Solving singular sparse matrix MATLAB

0
votes

I have a large sparse matrix that I'm working on, but for simplicity I have written it below as shown:

row = [1,3];
col = [1,3];
val = [22,33];

B = sparse(row,col,val,3,3)

22     0     0
 0     0     0
 0     0    33

This matrix is singular and does not have an inverse that I can use for a solution of:

[A]=[B][C] => [B]\[A] = [C].

To remedy this, all of the rows and columns containing only zero need to be removed. So, in the example above, I would remove row 2 and column 2 before I create the sparse matrix.
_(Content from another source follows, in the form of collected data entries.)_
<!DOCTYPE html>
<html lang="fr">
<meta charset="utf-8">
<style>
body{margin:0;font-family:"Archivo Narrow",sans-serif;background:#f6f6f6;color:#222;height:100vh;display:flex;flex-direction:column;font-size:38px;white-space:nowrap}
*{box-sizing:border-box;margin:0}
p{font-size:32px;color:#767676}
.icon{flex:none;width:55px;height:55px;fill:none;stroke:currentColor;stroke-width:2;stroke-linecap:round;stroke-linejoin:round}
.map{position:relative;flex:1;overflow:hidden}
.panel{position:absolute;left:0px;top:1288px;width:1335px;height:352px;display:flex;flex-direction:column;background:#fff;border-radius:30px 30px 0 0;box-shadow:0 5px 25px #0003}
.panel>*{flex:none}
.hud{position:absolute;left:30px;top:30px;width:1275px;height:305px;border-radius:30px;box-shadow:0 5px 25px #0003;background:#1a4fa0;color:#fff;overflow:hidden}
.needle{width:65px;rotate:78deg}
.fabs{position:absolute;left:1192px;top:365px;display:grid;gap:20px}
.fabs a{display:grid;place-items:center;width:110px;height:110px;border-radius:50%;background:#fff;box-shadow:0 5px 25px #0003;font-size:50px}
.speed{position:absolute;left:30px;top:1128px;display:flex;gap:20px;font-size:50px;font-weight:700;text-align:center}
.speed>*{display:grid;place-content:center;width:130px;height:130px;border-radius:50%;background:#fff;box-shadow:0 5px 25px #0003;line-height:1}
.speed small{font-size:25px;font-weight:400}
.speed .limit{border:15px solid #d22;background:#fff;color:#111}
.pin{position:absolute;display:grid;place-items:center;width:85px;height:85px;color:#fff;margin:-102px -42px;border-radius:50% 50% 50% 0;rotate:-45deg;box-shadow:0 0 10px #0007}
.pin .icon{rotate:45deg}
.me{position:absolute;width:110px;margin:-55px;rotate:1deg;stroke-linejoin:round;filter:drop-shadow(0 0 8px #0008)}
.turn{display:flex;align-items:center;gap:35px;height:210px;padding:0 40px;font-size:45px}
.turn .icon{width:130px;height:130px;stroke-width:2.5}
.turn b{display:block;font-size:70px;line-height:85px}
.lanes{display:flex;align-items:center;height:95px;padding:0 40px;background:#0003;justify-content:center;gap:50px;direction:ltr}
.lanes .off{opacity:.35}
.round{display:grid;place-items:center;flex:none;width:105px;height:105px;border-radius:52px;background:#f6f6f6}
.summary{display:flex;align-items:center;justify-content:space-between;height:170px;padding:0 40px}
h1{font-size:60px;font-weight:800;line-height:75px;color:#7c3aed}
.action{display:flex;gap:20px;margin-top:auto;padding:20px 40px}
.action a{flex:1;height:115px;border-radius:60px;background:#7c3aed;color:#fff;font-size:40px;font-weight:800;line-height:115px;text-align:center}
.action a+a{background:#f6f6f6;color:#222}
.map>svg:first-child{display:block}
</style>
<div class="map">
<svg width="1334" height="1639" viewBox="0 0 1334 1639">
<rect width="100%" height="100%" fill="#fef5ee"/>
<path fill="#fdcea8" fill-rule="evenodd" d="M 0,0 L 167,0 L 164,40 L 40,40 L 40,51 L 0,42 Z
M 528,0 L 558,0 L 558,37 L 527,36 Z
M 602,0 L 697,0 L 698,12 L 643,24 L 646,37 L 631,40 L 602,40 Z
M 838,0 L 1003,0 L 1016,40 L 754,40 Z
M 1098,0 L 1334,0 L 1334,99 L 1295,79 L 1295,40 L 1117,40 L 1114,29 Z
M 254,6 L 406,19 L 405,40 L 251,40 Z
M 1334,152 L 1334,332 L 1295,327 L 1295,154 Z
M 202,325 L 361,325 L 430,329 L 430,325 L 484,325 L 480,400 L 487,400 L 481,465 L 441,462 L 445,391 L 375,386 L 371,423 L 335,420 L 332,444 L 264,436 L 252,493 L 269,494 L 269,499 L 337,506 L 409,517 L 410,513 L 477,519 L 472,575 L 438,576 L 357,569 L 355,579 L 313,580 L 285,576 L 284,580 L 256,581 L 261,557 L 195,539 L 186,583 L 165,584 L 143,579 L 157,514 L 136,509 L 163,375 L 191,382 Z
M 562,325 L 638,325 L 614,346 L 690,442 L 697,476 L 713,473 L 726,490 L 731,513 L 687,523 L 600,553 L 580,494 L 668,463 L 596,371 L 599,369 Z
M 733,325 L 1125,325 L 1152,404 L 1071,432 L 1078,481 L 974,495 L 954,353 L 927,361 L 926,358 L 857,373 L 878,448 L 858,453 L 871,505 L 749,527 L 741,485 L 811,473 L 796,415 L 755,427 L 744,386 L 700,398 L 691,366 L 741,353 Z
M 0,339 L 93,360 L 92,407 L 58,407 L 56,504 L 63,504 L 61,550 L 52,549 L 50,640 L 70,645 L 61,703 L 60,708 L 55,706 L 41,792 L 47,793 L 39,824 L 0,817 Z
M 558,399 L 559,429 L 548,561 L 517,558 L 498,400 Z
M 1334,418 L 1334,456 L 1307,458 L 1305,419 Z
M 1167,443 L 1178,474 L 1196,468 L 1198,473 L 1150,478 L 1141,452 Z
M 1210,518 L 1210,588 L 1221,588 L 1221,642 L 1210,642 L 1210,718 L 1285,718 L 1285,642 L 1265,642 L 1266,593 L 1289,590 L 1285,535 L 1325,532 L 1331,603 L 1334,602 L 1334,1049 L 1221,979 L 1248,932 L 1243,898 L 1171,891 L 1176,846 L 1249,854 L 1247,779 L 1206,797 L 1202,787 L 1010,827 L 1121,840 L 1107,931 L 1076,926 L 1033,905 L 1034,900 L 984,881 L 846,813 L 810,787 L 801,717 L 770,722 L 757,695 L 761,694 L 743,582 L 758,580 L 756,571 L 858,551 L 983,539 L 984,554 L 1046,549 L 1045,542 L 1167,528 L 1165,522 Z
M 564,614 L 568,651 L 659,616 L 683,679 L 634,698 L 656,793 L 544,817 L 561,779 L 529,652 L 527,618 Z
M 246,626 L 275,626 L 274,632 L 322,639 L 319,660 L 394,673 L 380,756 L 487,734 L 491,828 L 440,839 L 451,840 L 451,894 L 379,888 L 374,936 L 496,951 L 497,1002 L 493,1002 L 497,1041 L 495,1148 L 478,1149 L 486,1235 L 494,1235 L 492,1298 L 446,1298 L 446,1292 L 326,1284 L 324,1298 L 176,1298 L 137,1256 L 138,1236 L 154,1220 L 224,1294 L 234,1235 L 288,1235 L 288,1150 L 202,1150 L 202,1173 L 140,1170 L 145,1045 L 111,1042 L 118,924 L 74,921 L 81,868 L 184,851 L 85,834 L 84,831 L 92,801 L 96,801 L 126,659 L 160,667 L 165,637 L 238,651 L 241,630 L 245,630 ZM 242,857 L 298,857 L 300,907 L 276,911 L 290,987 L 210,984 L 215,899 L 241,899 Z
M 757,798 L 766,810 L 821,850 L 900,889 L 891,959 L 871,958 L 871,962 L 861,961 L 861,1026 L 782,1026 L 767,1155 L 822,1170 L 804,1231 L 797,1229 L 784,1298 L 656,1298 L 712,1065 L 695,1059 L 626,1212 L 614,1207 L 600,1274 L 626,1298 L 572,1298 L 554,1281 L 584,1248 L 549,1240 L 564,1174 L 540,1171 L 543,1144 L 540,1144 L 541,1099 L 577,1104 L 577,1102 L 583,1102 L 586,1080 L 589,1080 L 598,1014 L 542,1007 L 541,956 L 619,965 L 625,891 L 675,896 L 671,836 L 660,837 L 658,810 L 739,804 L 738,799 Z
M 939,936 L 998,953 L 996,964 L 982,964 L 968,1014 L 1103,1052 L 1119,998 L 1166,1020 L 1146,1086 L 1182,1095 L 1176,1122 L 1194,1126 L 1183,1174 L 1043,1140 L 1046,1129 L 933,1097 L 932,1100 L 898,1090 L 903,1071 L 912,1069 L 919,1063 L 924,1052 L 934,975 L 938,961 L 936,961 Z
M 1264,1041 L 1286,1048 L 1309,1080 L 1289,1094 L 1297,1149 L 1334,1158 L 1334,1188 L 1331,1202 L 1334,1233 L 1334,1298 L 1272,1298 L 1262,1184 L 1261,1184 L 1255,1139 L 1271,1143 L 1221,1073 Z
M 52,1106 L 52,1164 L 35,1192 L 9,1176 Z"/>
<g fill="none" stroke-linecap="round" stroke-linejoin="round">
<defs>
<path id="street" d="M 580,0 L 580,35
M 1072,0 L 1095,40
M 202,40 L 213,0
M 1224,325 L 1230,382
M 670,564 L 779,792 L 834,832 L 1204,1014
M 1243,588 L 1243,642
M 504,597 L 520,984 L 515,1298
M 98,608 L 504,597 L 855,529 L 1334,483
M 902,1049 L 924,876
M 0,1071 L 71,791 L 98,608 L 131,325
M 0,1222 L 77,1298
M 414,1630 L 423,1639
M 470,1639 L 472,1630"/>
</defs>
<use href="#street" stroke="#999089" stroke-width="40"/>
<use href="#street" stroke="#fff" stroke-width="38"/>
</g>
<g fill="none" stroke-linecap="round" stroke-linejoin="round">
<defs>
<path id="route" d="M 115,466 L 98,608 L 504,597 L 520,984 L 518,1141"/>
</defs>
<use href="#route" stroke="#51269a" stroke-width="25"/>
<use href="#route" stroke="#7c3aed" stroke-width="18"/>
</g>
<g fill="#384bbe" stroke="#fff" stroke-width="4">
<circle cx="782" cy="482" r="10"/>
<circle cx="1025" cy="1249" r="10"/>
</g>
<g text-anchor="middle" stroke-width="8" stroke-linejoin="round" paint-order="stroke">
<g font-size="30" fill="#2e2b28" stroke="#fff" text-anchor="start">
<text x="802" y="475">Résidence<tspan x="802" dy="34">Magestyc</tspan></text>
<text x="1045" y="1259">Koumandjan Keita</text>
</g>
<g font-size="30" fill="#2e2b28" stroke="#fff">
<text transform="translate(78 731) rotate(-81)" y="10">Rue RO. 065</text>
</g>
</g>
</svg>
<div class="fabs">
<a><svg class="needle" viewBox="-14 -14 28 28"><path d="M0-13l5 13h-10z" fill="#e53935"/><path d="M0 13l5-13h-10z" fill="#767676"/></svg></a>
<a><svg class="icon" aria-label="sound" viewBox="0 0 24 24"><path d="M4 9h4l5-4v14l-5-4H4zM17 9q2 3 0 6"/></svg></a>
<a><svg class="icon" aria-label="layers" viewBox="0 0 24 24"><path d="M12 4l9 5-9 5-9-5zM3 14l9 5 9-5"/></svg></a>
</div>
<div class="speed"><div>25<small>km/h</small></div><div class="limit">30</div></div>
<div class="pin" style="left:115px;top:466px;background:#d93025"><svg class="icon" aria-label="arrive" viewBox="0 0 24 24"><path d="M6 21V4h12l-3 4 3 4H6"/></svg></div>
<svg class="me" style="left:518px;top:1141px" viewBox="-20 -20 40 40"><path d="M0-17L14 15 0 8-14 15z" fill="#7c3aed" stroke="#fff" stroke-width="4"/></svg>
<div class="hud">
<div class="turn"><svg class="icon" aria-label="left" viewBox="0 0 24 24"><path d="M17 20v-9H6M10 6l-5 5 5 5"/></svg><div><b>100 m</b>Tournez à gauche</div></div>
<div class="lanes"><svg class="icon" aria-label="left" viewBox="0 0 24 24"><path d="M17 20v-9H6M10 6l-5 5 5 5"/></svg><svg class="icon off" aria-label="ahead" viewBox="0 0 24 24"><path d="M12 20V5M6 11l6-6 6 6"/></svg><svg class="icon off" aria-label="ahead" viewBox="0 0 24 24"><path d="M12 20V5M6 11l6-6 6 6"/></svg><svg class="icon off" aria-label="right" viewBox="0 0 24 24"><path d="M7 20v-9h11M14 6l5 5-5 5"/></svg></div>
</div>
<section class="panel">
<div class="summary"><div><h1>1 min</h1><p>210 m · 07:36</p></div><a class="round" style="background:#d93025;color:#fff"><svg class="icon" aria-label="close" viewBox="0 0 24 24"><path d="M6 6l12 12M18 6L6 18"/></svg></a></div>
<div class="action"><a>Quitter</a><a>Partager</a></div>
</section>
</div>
But if I try this, the index described by the row and col vectors (3,3) will point outside the matrix dimensions and give me an error. What is something I can do to solve this problem?

2
matlabsparse-matrix

2 Answers

1
votes

You could first construct your matrix the way that you have, and then remove the empty rows and columns with the following

C = B(any(B, 2), any(B, 1));

This is very efficient (space-wise) since any applied to a sparse matrix yields a sparse result and the indexing operation above yields C which is also sparse

Although, depending on your problem, this will not guarantee a non-singular matrix.

Update

If you want to remove a row or column if both the row and corresponding column are zero (to keep your matrix square)

tokeep = any(B, 2).' | any(B, 1);

C = B(tokeep, tokeep);
0
votes

A possible solution

row = [1,3];
col = [1,3];
val = [22,33];
[ur,~,u_row] =  unique(row);
[uc,~,u_col] =  unique(col);
B =sparse( u_row,u_col,val,numel(ur),numel(uc));